Although we protested inevitable war on Iraq a month ago, went again today, this time with a group of other new parents. Had a strange feeling this time that I didn’t have last time — questioning the clarity of mind of some protesters and beginning to realize that my opposition to war is not 100%. More like 90%.
The left is often criticized for knee-jerk politics and irrational, emotional responses. I often resist that description, but today I saw it clearly. So much of the group-think at a protest is expressed in signage, and so much of that signage is really clever / creative / cogent / potent. But there’s also an aspect of it that is so extreme and so clouded. Example: At the last protest I saw one sign that compared the Bush Administration to the Third Reich. Today it seemed that meme was all over the place. I saw dozens of signs accusing the present administration of fascism, attaching swastikas to the foreheads of Bush and henchmen/women.
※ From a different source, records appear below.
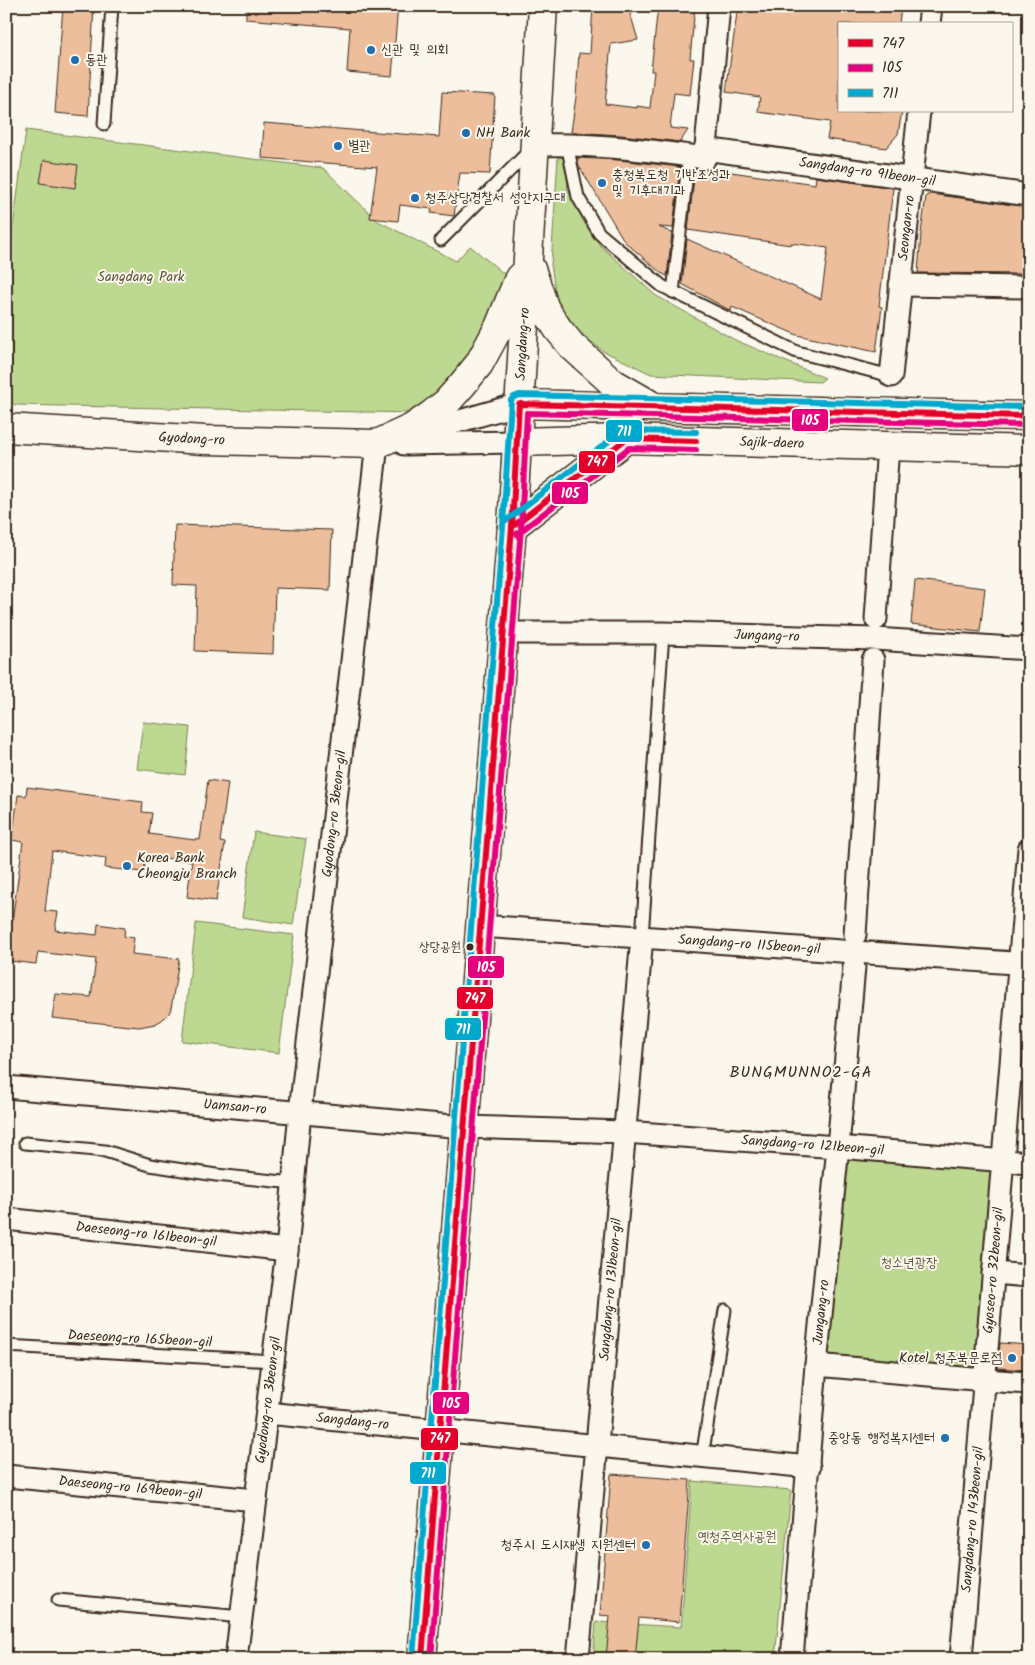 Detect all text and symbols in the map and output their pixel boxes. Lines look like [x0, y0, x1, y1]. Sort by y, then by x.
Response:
legend [838, 22, 1012, 112]
text: 747 [882, 32, 905, 56]
place label: 신관 및 의회 [381, 39, 449, 61]
marker: 신관 및 의회 [365, 44, 377, 56]
place label: 동관 [85, 49, 108, 71]
marker: 동관 [69, 54, 81, 66]
text: 105 [882, 56, 903, 80]
text: 711 [882, 82, 899, 106]
place label: NH Bank [476, 122, 530, 144]
marker: NH Bank [460, 127, 472, 139]
place label: 별관 [348, 135, 371, 157]
marker: 별관 [332, 140, 344, 152]
street label: Sangdang-ro 91beon-gil [798, 151, 938, 193]
place label: 충청북도청 기반조성과 및 기후대기과 [612, 164, 730, 202]
marker: 충청북도청 기반조성과 및 기후대기과 [596, 177, 608, 189]
place label: 청주상당경찰서 성안지구대 [425, 187, 566, 209]
marker: 청주상당경찰서 성안지구대 [409, 192, 421, 204]
street label: Seongan-ro [892, 194, 921, 262]
park label: Sangdang Park [98, 266, 185, 288]
street label: Sangdang-ro [510, 307, 536, 381]
line badge: 105 [791, 408, 829, 432]
text: 105 [801, 410, 821, 432]
line badge: 711 [605, 419, 643, 443]
text: 711 [616, 421, 632, 443]
street label: Gyodong-ro [158, 426, 225, 451]
street label: Sajik-daero [739, 431, 805, 455]
line badge: 747 [578, 450, 616, 474]
text: 747 [587, 451, 608, 473]
line badge: 105 [551, 481, 589, 505]
text: 105 [561, 483, 581, 505]
street label: Jungang-ro [734, 624, 800, 648]
street label: Gyodong-ro 3beon-gil [316, 749, 353, 878]
place label: Korea Bank Cheongju Branch [137, 847, 237, 885]
marker: Korea Bank Cheongju Branch [121, 860, 133, 872]
street label: Sangdang-ro 115beon-gil [677, 929, 822, 961]
place label: 상당공원 [419, 937, 461, 958]
marker: 상당공원 [465, 942, 475, 952]
line badge: 105 [467, 955, 505, 979]
text: 105 [477, 957, 497, 979]
line badge: 747 [456, 986, 494, 1010]
text: 747 [465, 988, 486, 1010]
line badge: 711 [444, 1017, 482, 1041]
text: 711 [455, 1019, 471, 1041]
district label: BUNGMUNNO2-GA [729, 1060, 873, 1085]
street label: Uamsan-ro [203, 1093, 268, 1121]
street label: Sangdang-ro 121beon-gil [741, 1129, 886, 1162]
street label: Gyoseo-ro 32beon-gil [977, 1206, 1010, 1334]
street label: Daeseong-ro 161beon-gil [75, 1216, 218, 1253]
street label: Sangdang-ro 131beon-gil [593, 1217, 628, 1362]
park label: 청소년광장 [881, 1252, 938, 1274]
street label: Jungang-ro [807, 1279, 836, 1346]
street label: Daeseong-ro 165beon-gil [67, 1324, 213, 1354]
street label: Gyodong-ro 3beon-gil [250, 1335, 287, 1465]
place label: Kotel 청주북문로점 [899, 1347, 1002, 1369]
marker: Kotel 청주북문로점 [1006, 1352, 1018, 1364]
line badge: 105 [432, 1391, 470, 1415]
text: 105 [442, 1393, 462, 1415]
street label: Sangdang-ro [315, 1407, 390, 1436]
line badge: 747 [420, 1427, 459, 1451]
place label: 중앙동 행정복지센터 [828, 1427, 935, 1449]
text: 747 [430, 1428, 451, 1450]
marker: 중앙동 행정복지센터 [939, 1432, 951, 1444]
street label: Sangdang-ro 143beon-gil [956, 1445, 990, 1593]
line badge: 711 [409, 1461, 447, 1485]
text: 711 [420, 1463, 436, 1485]
street label: Daeseong-ro 169beon-gil [58, 1470, 204, 1506]
park label: 옛청주역사공원 [698, 1526, 776, 1548]
place label: 청주시 도시재생 지원센터 [501, 1534, 636, 1556]
marker: 청주시 도시재생 지원센터 [640, 1539, 652, 1551]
Listen up: No matter how you feel about the idiocy and dangerousness of the present administration, we are NOT living in a fascist state, and our leaders are NOT engaged in ethnic cleansing. Meanwhile, Hussein IS a fascist and IS (or has been) engaged in ethnic cleansing.
Somehow it just felt harder to connect with the fervor of the protesters today. In part because so many of them damage their own credibility with poor rhetoric and divisive symbolism, and in part because I no longer think this situation is completely cut-and-dried. Some wars are just. Some fascists are evil and must be removed from power. I question how, by what means, at what cost, and under what hidden agenda. What criteria make a war a just war? Just how much more evil would Hussein have to become for most people to say, “OK, take him out. Do what you can to minimize the damage to innocents … just take him out.”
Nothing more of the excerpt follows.